What needs to be done: Sift through the material below and return the lines with "anchor".

[Records provided Boundary: Start]

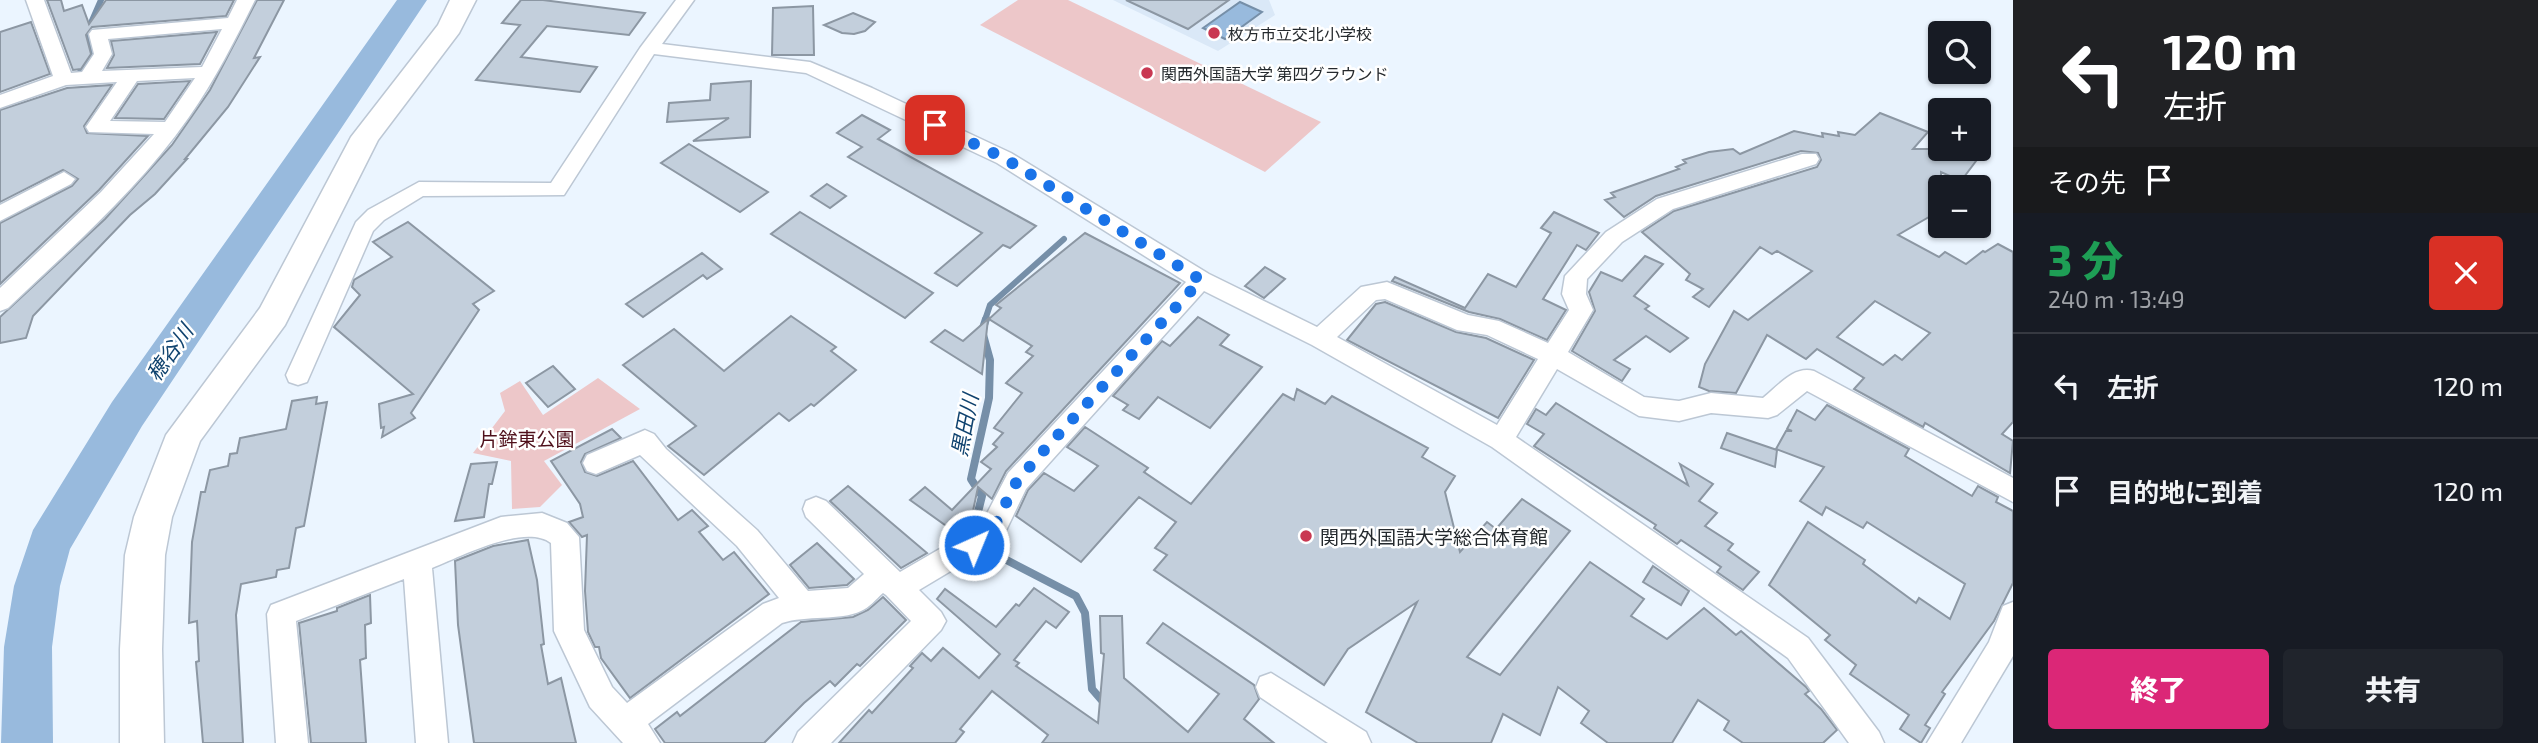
<!DOCTYPE html>
<html lang="ja">
<head>
<meta charset="utf-8">
<style>
	body { margin:0; font-family:"Exo 2","Noto Sans JP",sans-serif; background:#20242c; color:#f1f3f6; height:100vh; display:flex; flex-direction:column; font-size:26px; white-space:nowrap }
	* { box-sizing:border-box; margin:0 }
	p { font-size:23px; color:#9ea1a6 }
	.icon { flex:none; width:38px; height:38px; fill:none; stroke:currentColor; stroke-width:2; stroke-linecap:round; stroke-linejoin:round }
	.map { position:relative; flex:1; overflow:hidden }
	.panel { display:flex; flex-direction:column; background:#171b24; width:525px }
	.panel>* { flex:none }
	.hud { background:#202124; color:#fff; overflow:hidden }
	.buttons { position:absolute; left:1928px; top:21px; display:grid; gap:14px }
	.buttons a { display:grid; place-items:center; width:63px; height:63px; border-radius:7px; background:#171b24; box-shadow:0 2px 5px #0004; font-size:35px }
	.pin { position:absolute; display:grid; place-items:center; width:60px; height:60px; color:#fff; margin:-30px; border-radius:14px; box-shadow:0 4px 10px #0006 }
	.me { position:absolute; width:77px; margin:-38px; rotate:44deg; stroke-linejoin:round; filter:drop-shadow(0 0 5px #0008) }
	.turn { display:flex; align-items:center; gap:24px; height:147px; padding:0 35px; font-size:32px }
	.turn .icon { width:91px; height:91px; stroke-width:2.5 }
	.turn b { display:block; font-size:49px; line-height:60px }
	.then { display:flex; align-items:center; height:66px; padding:0 35px; background:#0003; gap:14px; font-size:26px }
	.round { display:grid; place-items:center; flex:none; width:74px; height:74px; border-radius:7px; background:#20242c }
	.summary { display:flex; align-items:center; justify-content:space-between; height:119px; padding:0 35px }
	h1 { font-size:42px; font-weight:800; line-height:52px; color:#1e9e55 }
	.action { display:flex; gap:14px; margin-top:auto; padding:14px 35px }
	.action a { flex:1; height:80px; border-radius:7px; background:#db2777; color:#fff; font-size:28px; font-weight:800; line-height:80px; text-align:center }
	.action a+a { background:#20242c; color:#f1f3f6 }
	ul { padding:0; list-style:none }
	li { display:flex; align-items:center; gap:21px; height:105px; padding:0 35px; border-top:2px solid #363941 }
	li div { flex:1 }
	li b { display:block; font-size:26px }
	li em { font-style:normal }
	main { display:flex; flex:1; min-height:0 }
	.map>svg:first-child { display:block }
</style>
</head>
<body>
<main>
<div class="map">
<svg width="2013" height="743" viewBox="0 0 2013 743">
	<rect width="100%" height="100%" fill="#ebf5ff"/>
	<path fill="#dae8f7" d="M1113,0H1269L1275,15L1218,51Z"/>
	<g fill="#edc7c9">
		<path d="M1018,0H1068L1321,122L1265,172L980,25Z"/>
		<path d="M598,378L640,409L544,461L562,485L540,507L512,509L511,461L473,453L505,411L500,393L520,381L543,415Z"/>
	</g>
	<path fill="#98badd" stroke="#768fa8" stroke-width="2" d="M1240,2L1262,12L1225,39L1203,28Z"/>
	<g fill="none" stroke-linecap="round" stroke-linejoin="round">
		<g stroke="#768fa8" stroke-width="6">
			<path d="M80,72L91,58L87,32L101,0"/>
			<path d="M985,320L990,305L1064,239"/>
		</g>
		<path stroke="#768fa8" stroke-width="8" d="M986,319L982,331L990,360L989,398L971,479L982,496L975,524L995,554L1076,596L1085,613L1092,689L1105,704"/>
		<path fill="#98badd" fill-rule="evenodd" d="M397,0H427L142,426L70,549L60,586L52,647L53,743H1L4,647L14,586L33,530L112,402Z"/>
	</g>
	<g fill="#c3cfdc" stroke="#8c97a3" stroke-width="2" fill-rule="evenodd">
		<path d="M47,0H61L64,11L82,5L89,24L106,0H234L226,16L92,27L86,35L91,54L81,69L73,70Z"/>
		<path d="M257,0H284L254,58L260,57L228,107L185,159H187L155,194L130,215L33,316L26,338L0,343V317L105,219L172,145L210,90Z"/>
		<path d="M521,0H543L645,13L629,35L547,26L521,57L597,67L580,92L476,80L520,25L502,23Z"/>
		<path d="M1126,0H1229L1188,29Z"/>
		<path d="M813,6L814,55H772L773,8Z"/>
		<path d="M853,13L875,22L865,31L854,34L842,33L824,25Z"/>
		<path d="M31,22L50,74L0,92V32Z"/>
		<path d="M217,32L200,64L107,68L114,55L111,41Z"/>
		<path d="M190,81L164,119L115,118L138,84Z"/>
		<path d="M751,81L750,137L693,141L729,118L667,122L669,103L710,100L711,84Z"/>
		<path d="M112,85L84,126L87,133L148,136L99,190L0,284V223L72,186L78,179L63,170L0,202V110L67,88Z"/>
		<path d="M1880,113L1928,132L1913,149H1971L1982,153L1961,181L1941,172V210L1898,235L1939,257L1945,252L1966,264L1983,251L1985,252L1998,244L2013,252V422L2002,434L2013,441L2010,473L1925,423L1923,427L1854,389L1864,378L1817,349L1806,359L1767,335L1736,393L1709,391L1699,387L1705,364L1734,311L1748,320L1812,271L1777,251L1772,254L1760,247L1709,307L1693,297L1703,289L1686,280L1690,274L1642,232L1674,211L1817,167L1821,160L1818,153L1801,151L1656,196L1624,217L1605,200L1615,197L1611,193L1679,169L1676,167L1686,163L1683,160L1709,152L1733,149L1740,154L1794,131L1823,137L1822,133L1839,136L1838,132L1855,135ZM1875,301L1930,333L1902,360L1895,355L1883,365L1837,337Z"/>
		<path d="M862,115L890,130L878,139L1036,226L1010,248L1003,245L957,286L935,273L982,233L848,157L862,147L837,133Z"/>
		<path d="M689,144L768,192L740,212L661,163Z"/>
		<path d="M827,184L846,196L830,208L811,196Z"/>
		<path d="M800,212L933,293L905,318L771,234Z"/>
		<path d="M1554,212L1599,233L1586,250L1577,245L1543,299L1566,310L1547,340L1500,319L1469,312L1392,281L1395,277L1465,308L1488,274L1516,287L1551,233L1541,228Z"/>
		<path d="M408,222L494,291L473,304L479,310L411,413L415,418L382,437L384,427L381,428L379,404L413,394L334,327L360,295L352,287L354,280L392,257L373,242Z"/>
		<path d="M1085,233L1180,283L1006,471L992,499L978,487L970,525L972,527L959,535L910,500L925,487L952,510L991,469L981,462L997,447L993,444L1003,433L994,428L1022,393L1006,383L1033,356L1026,352L1032,346L989,319L1001,308L996,305Z"/>
		<path d="M702,253L722,269L707,279L703,275L643,317L626,304Z"/>
		<path d="M1645,256L1663,264L1634,296L1649,306L1645,309L1688,338L1670,352L1646,336L1614,360L1630,369L1622,381L1572,351L1595,311L1589,292L1601,272L1622,281Z"/>
		<path d="M1265,267L1285,279L1264,298L1245,286Z"/>
		<path d="M1385,302L1456,332L1486,338L1534,360L1498,418L1347,340L1376,304Z"/>
		<path d="M791,316L836,347L831,351L856,370L814,406L811,404L789,421L779,413L704,475L668,446L696,426L623,365L674,329L724,371Z"/>
		<path d="M1198,317L1229,335L1220,345L1262,367L1210,428L1158,397L1139,419L1123,410L1128,405L1113,396L1162,341L1170,346Z"/>
		<path d="M988,319L982,374L931,342L945,330L963,341Z"/>
		<path d="M553,366L575,389L548,407L526,383Z"/>
		<path d="M1297,389L1325,404L1332,396L1428,448L1422,457L1455,476L1445,492L1460,552L1487,522L1496,529L1522,499L1570,531L1467,657L1500,675L1590,562L1644,599L1631,616L1667,639L1704,608L1736,635L1741,631L1806,687L1809,691L1805,694L1821,709L1837,730L1823,743H1743L1724,730L1729,721L1698,700L1672,743H1608L1581,723L1589,711L1558,687L1540,735L1503,714L1491,743H1418L1366,712L1417,602L1348,649L1324,685L1154,570L1167,555L1155,548L1176,522L1139,497L1081,562L1016,516L1028,490L1044,473L1074,491L1098,466L1067,447L1085,427L1148,468L1144,472L1191,504L1283,394L1294,400Z"/>
		<path d="M317,397L316,404L327,402L304,526L296,528L289,568L277,570L276,577L241,584L236,615L243,743H203L196,662L199,661L197,621L189,623L192,542L201,492H205L210,470L228,466L230,454L237,453L240,438L286,429L292,401Z"/>
		<path d="M1556,403L1688,485L1680,464L1713,484L1699,501L1717,513L1705,526L1733,544L1728,550L1759,572L1743,590L1717,572L1721,567L1681,540L1677,544L1654,528L1656,525L1534,446L1544,434L1527,424L1536,409L1546,415Z"/>
		<path d="M1827,405L1909,449L1905,456L1972,496L1978,486L1998,497L1996,502L2013,511V583L1994,621L1942,692L1945,694L1925,725L1930,728L1921,743L1900,729L1909,715L1850,674L1856,665L1825,640L1830,635L1769,585L1808,522L1865,560L1863,564L1916,603L1919,598L1950,619L1965,584L1867,522L1863,528L1826,507L1822,515L1800,501L1824,467L1776,449L1786,431H1792L1787,429L1797,410L1815,420Z"/>
		<path d="M612,429L621,438L585,454L581,462L585,472L597,476L633,461L678,520L692,510L708,526L699,532L723,560L734,552L769,594L630,698L601,658L599,647H595L588,632L585,591L587,535L582,537L569,522L583,517L580,504L551,461Z"/>
		<path d="M1727,433L1777,450L1775,467L1721,448Z"/>
		<path d="M497,462L492,484H489L484,517L455,521L471,464Z"/>
		<path d="M848,486L927,553L901,568L830,501Z"/>
		<path d="M528,540L537,580L544,644L541,645L548,684L561,678L576,743H474L458,625L455,561L493,546Z"/>
		<path d="M817,543L854,579L847,585L809,588L790,565Z"/>
		<path d="M1653,566L1689,591L1681,605L1643,582Z"/>
		<path d="M1034,588L1069,612L1056,628L1046,621L1014,660L1019,663L1016,666L1098,723L1104,654L1101,653L1100,616H1122L1124,678L1188,732L1219,694L1147,643L1163,623L1254,685L1259,699L1244,719L1274,743H1042L1048,735L992,691L960,729L964,732L955,743H839L869,710L872,713L913,668L910,666L922,653L931,661L943,648L979,678L1000,654L937,599L945,589L996,627L1016,604L1019,606Z"/>
		<path d="M370,595L371,623L365,625L366,658L360,660L366,743H311L299,623L337,611V608Z"/>
		<path d="M883,597L906,620L860,666L857,664L835,686L830,681L804,703L764,743H665L655,729L677,712L680,716L801,622L853,617L868,610Z"/>
	</g>
	<g fill="none" stroke-linecap="round" stroke-linejoin="round">
		<defs>
			<g id="street">
				<path d="M26,0H44L71,73L82,72L94,54L89,34L92,30L228,18L237,0H255C235,40 215,80 189,117C139,189 71,248 8,308L0,311V288L101,192L154,134L89,132L86,127L117,82L66,85L0,108V95L53,76ZM222,29L202,67L102,71L112,54L108,39ZM195,78L165,122L110,121L137,81Z"/>
				<path d="M676,0H694L662,44L810,62L872,88L1011,153L1209,274L1317,327L1361,287L1387,282L1468,315L1499,321L1548,343L1569,310L1562,294L1565,276L1606,232L1657,199L1802,154H1816L1819,159L1816,164L1673,209L1622,242L1587,279L1586,294L1593,310L1568,352L1644,397L1679,401L1711,393L1763,398C1778,386 1794,365 1814,371L2013,478V502L1807,391L1777,415L1768,418L1711,413L1679,421L1639,416L1557,369L1516,437L1808,638L1879,732L1884,743H1849L1788,658L1492,447L1312,345L1204,291L1026,489L1001,541L919,590L941,612L946,621L941,630L831,743H793L798,732L911,621L886,595L883,593C876,599 869,608 861,611C840,621 806,615 782,623L648,724L660,743H623L590,707L554,631L551,543C524,523 460,557 432,568L448,743H416L404,579L296,621L308,743H276L267,614L271,605L501,517L542,513L567,523L579,537L584,630L612,687L627,703L763,604L779,598L737,546L640,455L596,474L587,471L583,463L587,455L645,430L654,434L666,449L757,530L808,591L848,588L864,574L806,517L803,509L806,501L816,497L826,501L900,572L981,525L1008,473L1186,282L997,163L806,73L654,54L564,195L423,196L384,220L373,231L307,382L298,385L289,382L286,375L356,222L368,210L419,182L551,183L640,48ZM1385,299L1457,330L1487,335L1538,359L1497,425L1337,337L1376,300Z"/>
				<path d="M64,172L75,179L71,184L0,221V205Z"/>
				<path d="M2013,602V656L1961,743H1927L1989,642L2003,606Z"/>
				<path d="M1271,673L1366,732L1371,743H1328L1260,697L1256,687L1260,677Z"/>
			</g>
			<path id="secondary" d="M450,0H476L459,33L378,140L285,325L200,441L172,517L165,555L162,649L164,743H120V649L125,555L134,517L166,435L260,308L351,137L438,25Z"/>
		</defs>
		<use href="#street" stroke="#bcc7d4" stroke-width="3"/>
		<use href="#secondary" stroke="#bcc7d4" stroke-width="3"/>
		<use href="#street" fill="#fff" fill-rule="evenodd"/>
		<use href="#secondary" fill="#fff" fill-rule="evenodd"/>
	</g>
	<g fill="none" stroke-linecap="round" stroke-linejoin="round">
		<path stroke="#1a73e8" stroke-width="12" stroke-dasharray="0 21.6" d="M935,125L1004,158L1201,280L1046,448L1017,481L991,533L974,545"/>
	</g>
	<g fill="#c93852" stroke="#fff" stroke-width="2.5">
		<circle cx="1214" cy="33" r="7"/>
		<circle cx="1147" cy="73" r="7"/>
		<circle cx="1306" cy="536" r="7"/>
	</g>
	<g text-anchor="middle" dominant-baseline="central" stroke-width="5" stroke-linejoin="round" paint-order="stroke">
		<g font-size="16" fill="#252a2e" stroke="#fff" text-anchor="start">
			<text x="1228" y="33">枚方市立交北小学校</text>
			<text x="1161" y="73">関西外国語大学 第四グラウンド</text>
		</g>
		<g font-size="19" fill="#4f101b" stroke="#fff">
			<text x="527" y="438">片鉾東公園</text>
		</g>
		<g font-size="19" fill="#252a2e" stroke="#fff" text-anchor="start">
			<text x="1320" y="536">関西外国語大学総合体育館</text>
		</g>
		<g font-size="21" font-style="italic" fill="#10436f" stroke="#fff">
			<text transform="translate(169 352) rotate(-55)">穂谷川</text>
			<text transform="translate(964 425) rotate(-79)">黒田川</text>
		</g>
	</g>
</svg>
<div class="buttons">
<a><svg class="icon" aria-label="search" viewBox="0 0 24 24"><circle cx="10" cy="10" r="6"/><path d="M15 15l6 6"/></svg></a>
<a>+</a>
<a>−</a>
</div>
<div class="pin" style="left:935px;top:125px;background:#d93025"><svg class="icon" aria-label="arrive" viewBox="0 0 24 24"><path d="M6 21V4h12l-3 4 3 4H6"/></svg></div>
<svg class="me" style="left:974px;top:545px" viewBox="-20 -20 40 40"><circle r="17" fill="#1a73e8" stroke="#fff" stroke-width="3"/><path d="M0-11L8 9 0 5-8 9z" fill="#fff"/></svg>
</div>
<section class="panel">
<div class="hud">
<div class="turn"><svg class="icon" aria-label="left" viewBox="0 0 24 24"><path d="M17 20v-9H6M10 6l-5 5 5 5"/></svg><div><b>120 m</b>左折</div></div>
<div class="then">その先<svg class="icon" aria-label="arrive" viewBox="0 0 24 24"><path d="M6 21V4h12l-3 4 3 4H6"/></svg></div>
</div>
<div class="summary"><div><h1>3 分</h1><p>240 m · 13:49</p></div><a class="round" style="background:#d93025;color:#fff"><svg class="icon" aria-label="close" viewBox="0 0 24 24"><path d="M6 6l12 12M18 6L6 18"/></svg></a></div>
<ul>
<li><svg class="icon" aria-label="left" viewBox="0 0 24 24"><path d="M17 20v-9H6M10 6l-5 5 5 5"/></svg><div><b>左折</b></div><em>120 m</em></li>
<li><svg class="icon" aria-label="arrive" viewBox="0 0 24 24"><path d="M6 21V4h12l-3 4 3 4H6"/></svg><div><b>目的地に到着</b></div><em>120 m</em></li>
</ul>
<div class="action"><a>終了</a><a>共有</a></div>
</section>
</main>
</body>
</html>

[Records provided Boundary: End]

Answer space:
	<g text-anchor="middle" dominant-baseline="central" stroke-width="5" stroke-linejoin="round" paint-order="stroke">
		<g font-size="16" fill="#252a2e" stroke="#fff" text-anchor="start">
		<g font-size="19" fill="#252a2e" stroke="#fff" text-anchor="start">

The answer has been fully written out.